Could you filter the records below down to the lines that include the word "stream"?

◆ **INFORMATION SHOWN**
========================================

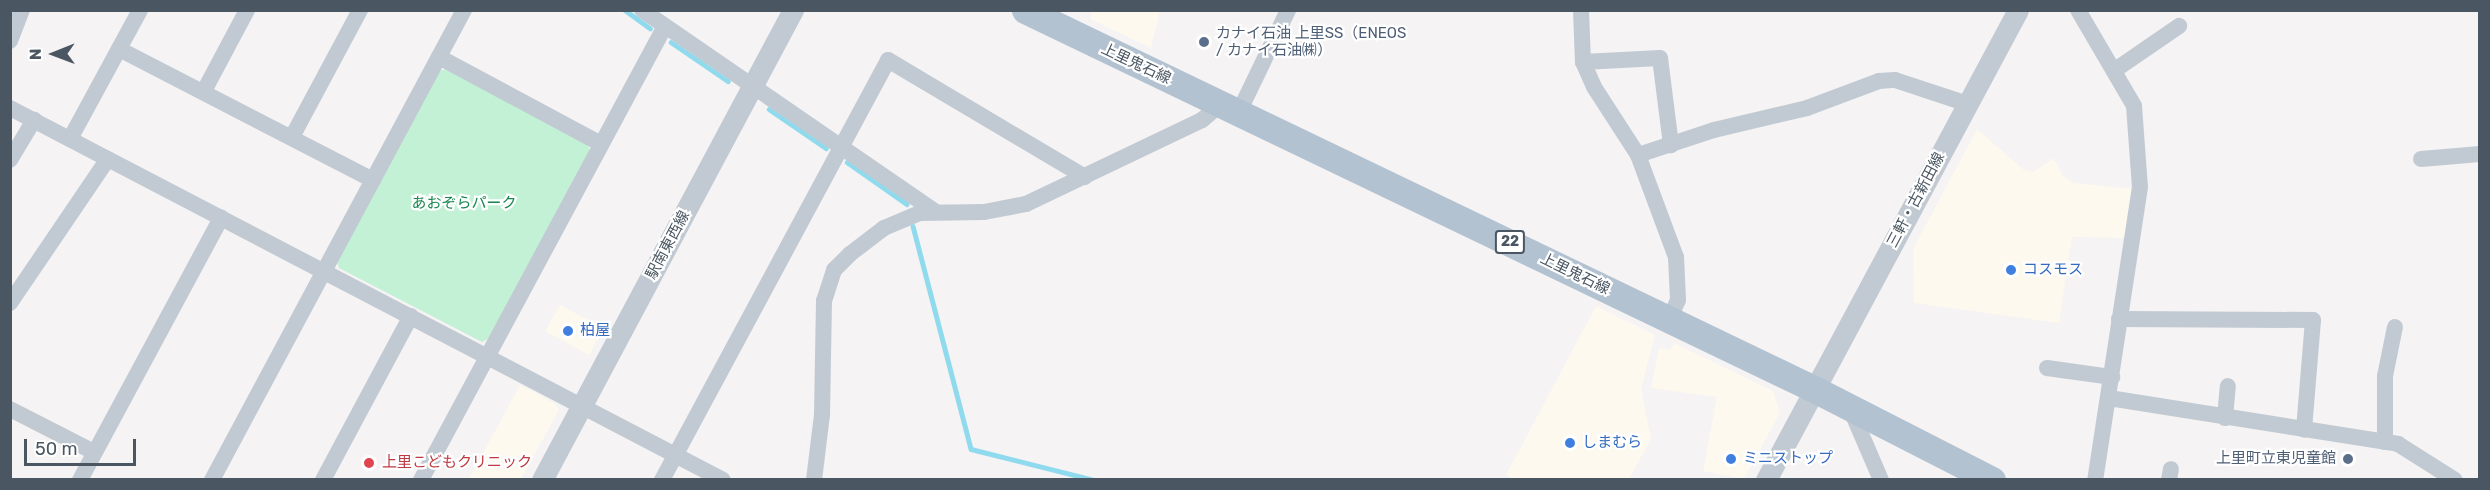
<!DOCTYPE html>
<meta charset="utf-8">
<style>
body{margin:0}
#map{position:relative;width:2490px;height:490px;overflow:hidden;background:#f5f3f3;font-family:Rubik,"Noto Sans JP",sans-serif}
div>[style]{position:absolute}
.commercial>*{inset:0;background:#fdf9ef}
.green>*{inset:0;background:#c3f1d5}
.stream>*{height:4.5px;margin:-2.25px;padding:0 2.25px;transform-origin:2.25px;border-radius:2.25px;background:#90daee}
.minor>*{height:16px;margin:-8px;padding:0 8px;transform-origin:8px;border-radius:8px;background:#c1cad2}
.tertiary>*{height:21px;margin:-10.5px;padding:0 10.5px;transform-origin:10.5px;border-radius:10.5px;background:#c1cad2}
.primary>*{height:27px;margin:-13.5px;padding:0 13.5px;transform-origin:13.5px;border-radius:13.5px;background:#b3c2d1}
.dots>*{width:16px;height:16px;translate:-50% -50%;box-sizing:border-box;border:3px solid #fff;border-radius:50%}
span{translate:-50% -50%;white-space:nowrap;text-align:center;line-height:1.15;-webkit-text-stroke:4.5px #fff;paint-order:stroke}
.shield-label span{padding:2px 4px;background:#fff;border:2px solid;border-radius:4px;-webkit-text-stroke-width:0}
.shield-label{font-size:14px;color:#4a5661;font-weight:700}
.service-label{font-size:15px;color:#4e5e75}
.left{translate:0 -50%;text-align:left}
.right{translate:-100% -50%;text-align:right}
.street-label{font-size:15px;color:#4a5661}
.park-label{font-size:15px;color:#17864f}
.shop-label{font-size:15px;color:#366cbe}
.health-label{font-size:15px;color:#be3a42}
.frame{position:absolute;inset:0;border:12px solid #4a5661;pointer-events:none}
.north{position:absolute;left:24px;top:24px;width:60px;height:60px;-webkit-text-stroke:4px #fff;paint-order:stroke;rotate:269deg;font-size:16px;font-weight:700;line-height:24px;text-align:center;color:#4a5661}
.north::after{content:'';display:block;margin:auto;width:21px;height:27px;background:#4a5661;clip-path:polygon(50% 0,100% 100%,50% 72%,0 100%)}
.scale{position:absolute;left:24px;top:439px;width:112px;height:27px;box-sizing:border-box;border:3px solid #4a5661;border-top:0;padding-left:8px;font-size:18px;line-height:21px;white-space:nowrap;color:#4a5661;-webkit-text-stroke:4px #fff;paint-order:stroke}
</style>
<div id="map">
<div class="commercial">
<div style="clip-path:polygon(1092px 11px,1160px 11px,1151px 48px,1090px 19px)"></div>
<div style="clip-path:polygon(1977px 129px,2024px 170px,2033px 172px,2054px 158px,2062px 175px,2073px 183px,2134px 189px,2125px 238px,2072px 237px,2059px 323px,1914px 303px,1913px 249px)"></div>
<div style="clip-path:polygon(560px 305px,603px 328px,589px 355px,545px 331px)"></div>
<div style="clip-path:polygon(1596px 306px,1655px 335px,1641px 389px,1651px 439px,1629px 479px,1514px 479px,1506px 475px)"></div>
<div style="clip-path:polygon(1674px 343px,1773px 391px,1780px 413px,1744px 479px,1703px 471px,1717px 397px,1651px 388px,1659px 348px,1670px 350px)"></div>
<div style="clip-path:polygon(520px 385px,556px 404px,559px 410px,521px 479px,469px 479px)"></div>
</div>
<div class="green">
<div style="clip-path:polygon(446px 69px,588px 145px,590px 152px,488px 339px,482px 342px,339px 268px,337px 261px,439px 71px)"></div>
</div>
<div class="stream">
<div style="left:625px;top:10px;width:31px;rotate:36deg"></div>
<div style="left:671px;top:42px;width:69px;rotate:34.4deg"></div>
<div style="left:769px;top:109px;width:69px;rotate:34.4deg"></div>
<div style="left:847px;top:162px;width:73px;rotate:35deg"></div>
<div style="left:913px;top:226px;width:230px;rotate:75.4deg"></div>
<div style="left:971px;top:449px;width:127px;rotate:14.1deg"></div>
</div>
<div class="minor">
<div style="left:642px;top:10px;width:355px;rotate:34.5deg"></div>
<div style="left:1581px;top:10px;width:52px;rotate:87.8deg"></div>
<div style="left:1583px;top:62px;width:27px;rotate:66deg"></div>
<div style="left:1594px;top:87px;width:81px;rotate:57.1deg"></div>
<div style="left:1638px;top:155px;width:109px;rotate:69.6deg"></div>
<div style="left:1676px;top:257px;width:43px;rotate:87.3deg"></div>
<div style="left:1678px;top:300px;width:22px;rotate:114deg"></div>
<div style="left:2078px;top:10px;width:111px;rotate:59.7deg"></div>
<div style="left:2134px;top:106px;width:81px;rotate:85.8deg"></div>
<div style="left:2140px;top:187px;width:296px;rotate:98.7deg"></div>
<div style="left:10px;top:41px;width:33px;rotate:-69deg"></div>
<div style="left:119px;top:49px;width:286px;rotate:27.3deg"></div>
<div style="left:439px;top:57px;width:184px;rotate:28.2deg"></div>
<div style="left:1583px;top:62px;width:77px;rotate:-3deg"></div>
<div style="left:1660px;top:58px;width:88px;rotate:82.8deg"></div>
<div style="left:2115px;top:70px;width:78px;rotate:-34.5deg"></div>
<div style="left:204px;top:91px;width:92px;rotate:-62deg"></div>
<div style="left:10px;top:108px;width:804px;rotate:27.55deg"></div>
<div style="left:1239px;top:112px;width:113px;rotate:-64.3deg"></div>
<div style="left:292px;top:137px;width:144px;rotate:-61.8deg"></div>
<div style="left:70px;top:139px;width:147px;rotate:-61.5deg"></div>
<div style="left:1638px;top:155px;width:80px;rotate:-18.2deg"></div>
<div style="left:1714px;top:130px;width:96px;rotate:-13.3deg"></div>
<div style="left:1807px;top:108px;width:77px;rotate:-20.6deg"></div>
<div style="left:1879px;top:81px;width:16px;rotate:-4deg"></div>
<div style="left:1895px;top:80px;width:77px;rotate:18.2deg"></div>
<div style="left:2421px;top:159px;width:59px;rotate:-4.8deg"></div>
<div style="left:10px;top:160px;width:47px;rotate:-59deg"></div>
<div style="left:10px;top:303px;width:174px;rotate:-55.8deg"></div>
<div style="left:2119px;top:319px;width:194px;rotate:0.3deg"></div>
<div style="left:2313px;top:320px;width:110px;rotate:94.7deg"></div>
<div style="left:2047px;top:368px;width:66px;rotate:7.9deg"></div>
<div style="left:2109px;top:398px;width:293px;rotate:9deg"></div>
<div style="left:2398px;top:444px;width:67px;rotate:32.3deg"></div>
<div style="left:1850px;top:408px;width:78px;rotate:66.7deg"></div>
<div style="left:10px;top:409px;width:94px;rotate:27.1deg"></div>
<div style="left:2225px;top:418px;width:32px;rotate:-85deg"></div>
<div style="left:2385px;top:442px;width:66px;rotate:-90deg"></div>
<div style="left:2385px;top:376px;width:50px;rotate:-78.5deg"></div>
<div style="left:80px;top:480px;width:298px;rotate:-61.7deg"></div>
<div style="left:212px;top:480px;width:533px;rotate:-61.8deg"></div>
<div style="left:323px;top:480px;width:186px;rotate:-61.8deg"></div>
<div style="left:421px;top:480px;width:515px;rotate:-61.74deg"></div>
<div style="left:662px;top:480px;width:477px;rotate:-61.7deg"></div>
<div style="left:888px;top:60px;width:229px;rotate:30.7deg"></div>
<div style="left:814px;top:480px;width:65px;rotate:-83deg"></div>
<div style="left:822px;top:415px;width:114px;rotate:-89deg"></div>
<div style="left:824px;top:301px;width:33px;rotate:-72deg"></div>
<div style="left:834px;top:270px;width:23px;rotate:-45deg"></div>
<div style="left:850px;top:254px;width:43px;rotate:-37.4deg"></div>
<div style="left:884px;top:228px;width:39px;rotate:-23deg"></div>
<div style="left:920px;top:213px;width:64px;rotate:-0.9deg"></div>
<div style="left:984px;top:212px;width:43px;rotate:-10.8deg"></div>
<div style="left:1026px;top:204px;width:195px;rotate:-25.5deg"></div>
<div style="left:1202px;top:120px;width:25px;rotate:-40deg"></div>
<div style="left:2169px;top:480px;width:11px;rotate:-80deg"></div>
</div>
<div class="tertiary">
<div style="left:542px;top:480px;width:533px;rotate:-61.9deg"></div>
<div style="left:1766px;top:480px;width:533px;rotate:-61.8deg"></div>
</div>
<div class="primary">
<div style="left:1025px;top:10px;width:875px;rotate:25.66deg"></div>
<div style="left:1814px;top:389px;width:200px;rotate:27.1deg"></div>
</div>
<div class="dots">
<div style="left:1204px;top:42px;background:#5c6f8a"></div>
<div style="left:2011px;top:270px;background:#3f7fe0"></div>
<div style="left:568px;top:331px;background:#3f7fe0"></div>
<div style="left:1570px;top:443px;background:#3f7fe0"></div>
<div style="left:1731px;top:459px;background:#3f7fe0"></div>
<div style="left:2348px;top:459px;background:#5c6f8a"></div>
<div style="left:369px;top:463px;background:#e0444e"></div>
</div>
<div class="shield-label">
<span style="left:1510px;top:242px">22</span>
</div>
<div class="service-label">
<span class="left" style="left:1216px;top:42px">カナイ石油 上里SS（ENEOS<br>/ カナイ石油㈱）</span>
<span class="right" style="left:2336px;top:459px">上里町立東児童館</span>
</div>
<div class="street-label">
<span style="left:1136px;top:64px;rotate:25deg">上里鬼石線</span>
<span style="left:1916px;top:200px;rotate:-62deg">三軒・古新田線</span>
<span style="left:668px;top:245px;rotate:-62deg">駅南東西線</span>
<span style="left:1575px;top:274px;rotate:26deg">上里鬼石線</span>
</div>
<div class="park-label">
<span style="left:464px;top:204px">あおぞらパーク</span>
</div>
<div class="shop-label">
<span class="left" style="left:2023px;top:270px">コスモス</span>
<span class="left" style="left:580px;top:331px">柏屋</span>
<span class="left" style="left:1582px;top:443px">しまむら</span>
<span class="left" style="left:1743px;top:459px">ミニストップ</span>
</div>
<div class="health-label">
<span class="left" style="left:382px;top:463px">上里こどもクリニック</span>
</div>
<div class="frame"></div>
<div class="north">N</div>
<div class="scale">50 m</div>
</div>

========================================

◆ **OUTPUT OF THE TASK**
.stream>*{height:4.5px;margin:-2.25px;padding:0 2.25px;transform-origin:2.25px;border-radius:2.25px;background:#90daee}
<div class="stream">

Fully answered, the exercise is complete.